– ¿Cómo sabes tanto del amor y yo tan poco?
– ¡Basta! -dijo, posando sus labios sobre los de Matteo, que se rindió a su beso.
Se levantó lentamente y también la levantó a ella para poder quitarle mejor su camisón. Después se quitó su pijama y la echó con delicadeza sobre la cama.
– Tienes razón. Es muy tarde para echarse atrás.
– No quiero echarme atrás.
Al principio, le hizo el amor despacio. Y cuando la vio sonreírle como en una ensoñación, volvió a hacerle el amor, pero ahora sin ninguna contención.
Cuando más tarde estaban echados el uno en brazos del otro, Holly tembló ligeramente al volver a la realidad.
– El verano se termina -dijo Matteo-. Ya hace frío por la noche.
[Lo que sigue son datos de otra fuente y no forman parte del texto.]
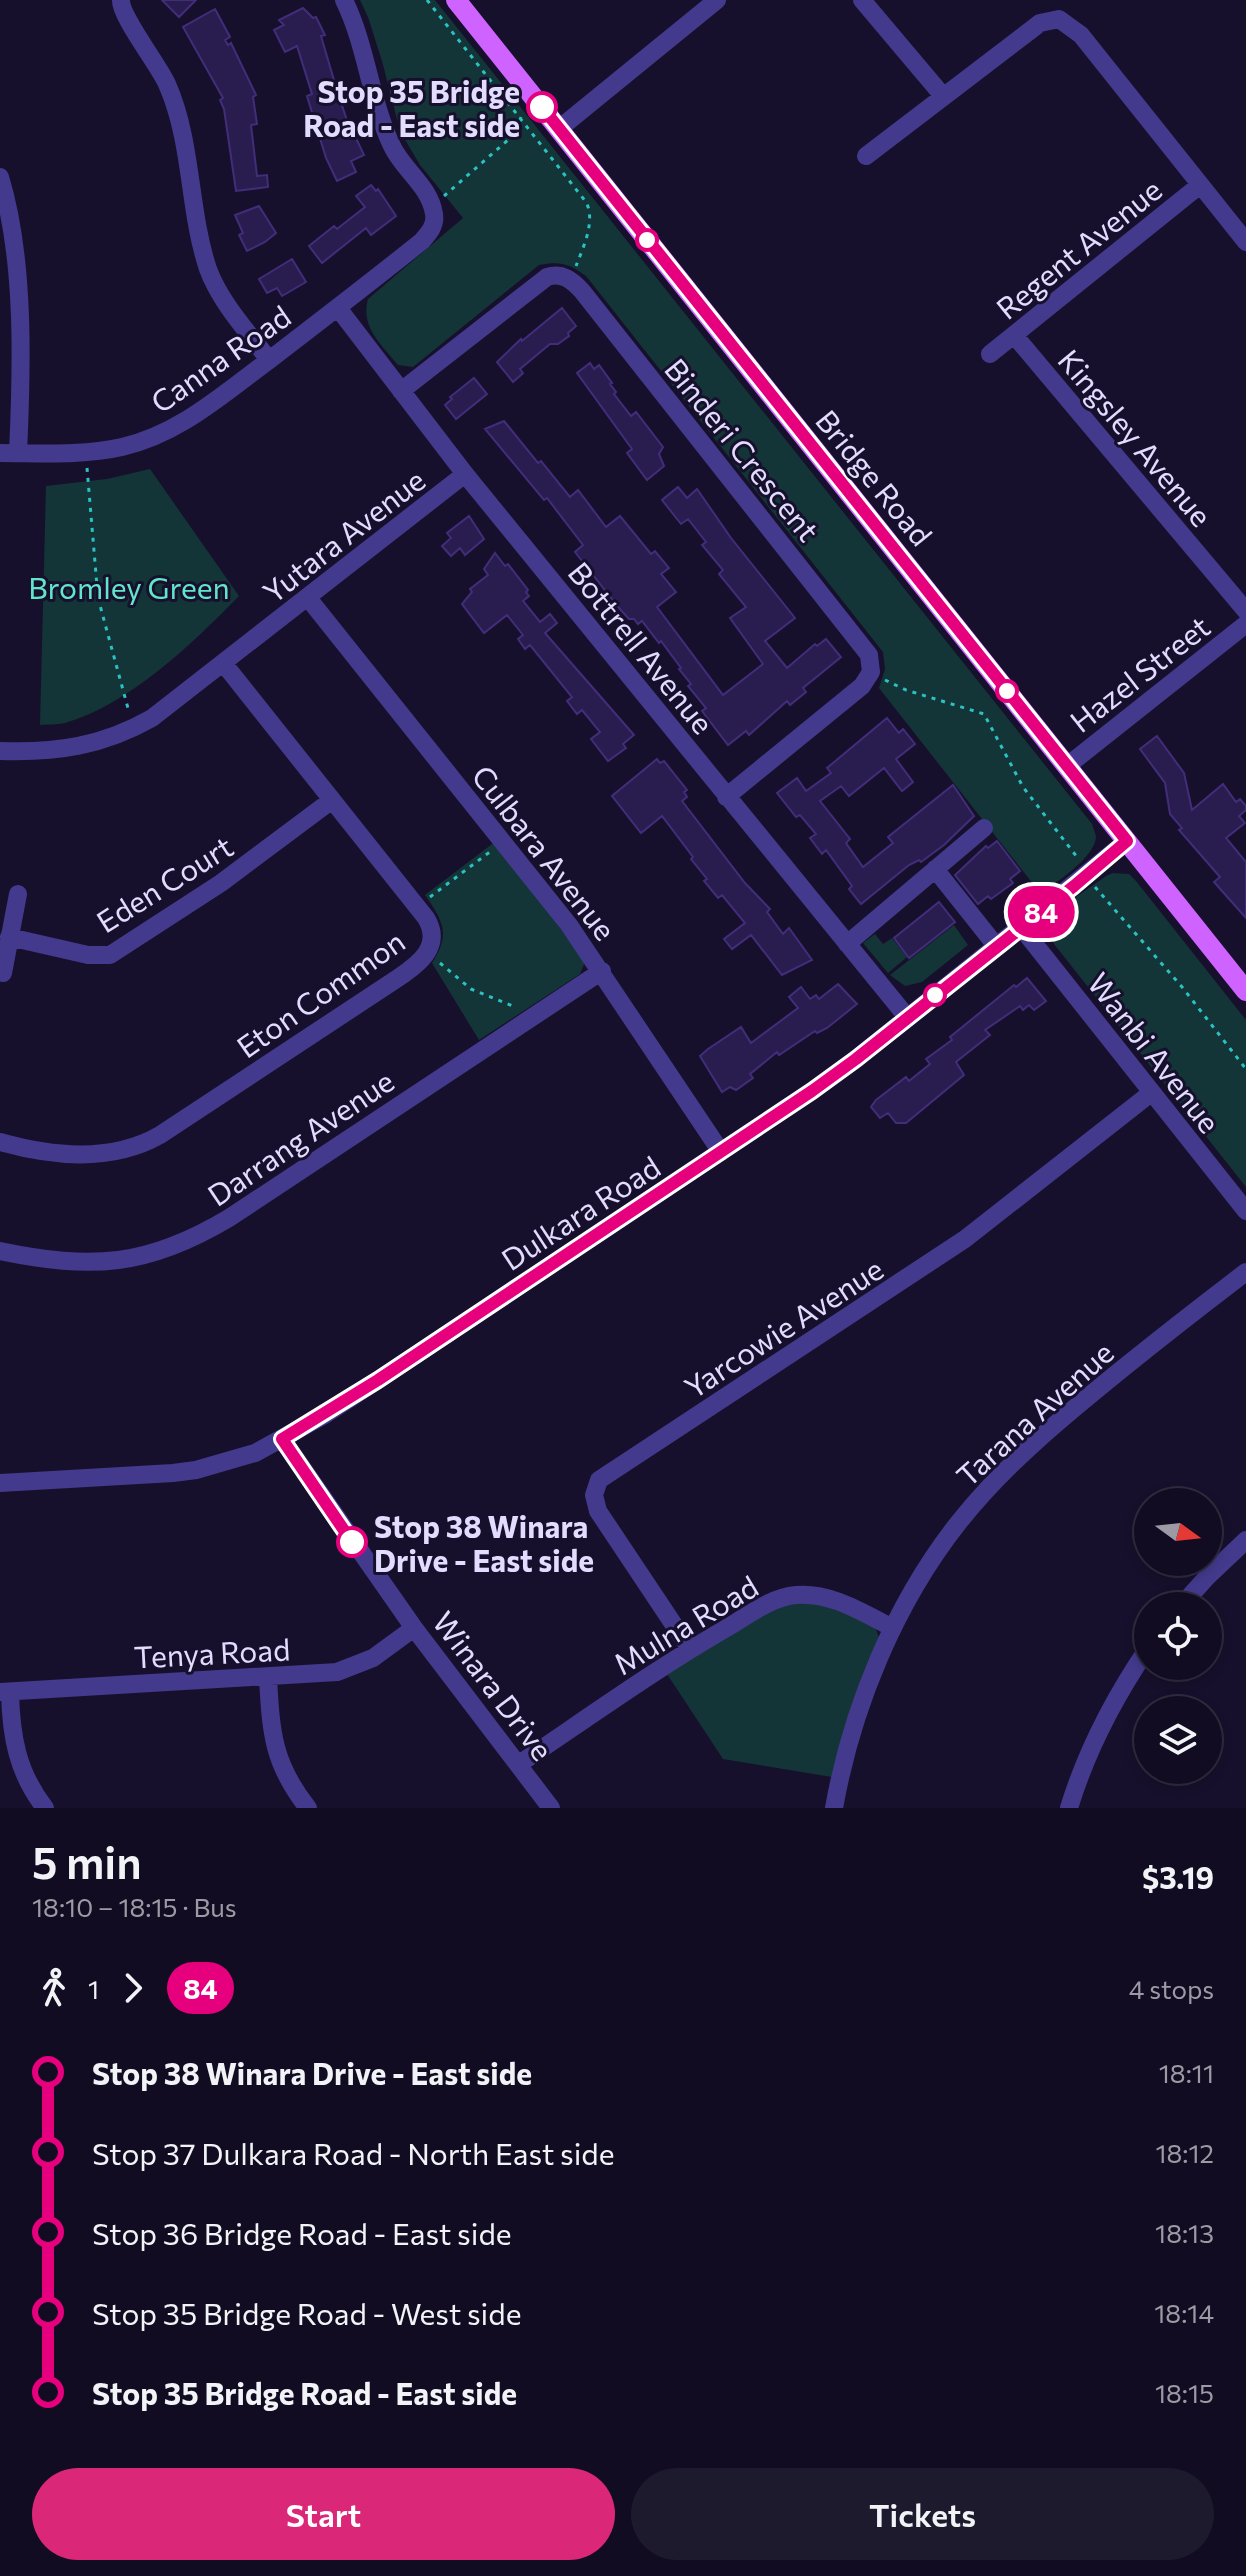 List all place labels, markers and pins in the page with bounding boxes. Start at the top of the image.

Vamos a tu habitación. La cama es más grande y, la habitación, más cálida.
– No. No quiero que se acabe ya.
Él la entendió. Esa cama era bastante más pequeña, pero era el lugar en el que se habían unido y amado y se negaban a abandonarlo.
– Entonces, vamos a vestirnos y a meternos debajo de las sábanas.
Él recogió las ropas del suelo, se vistieron y se quedaron acurrucados.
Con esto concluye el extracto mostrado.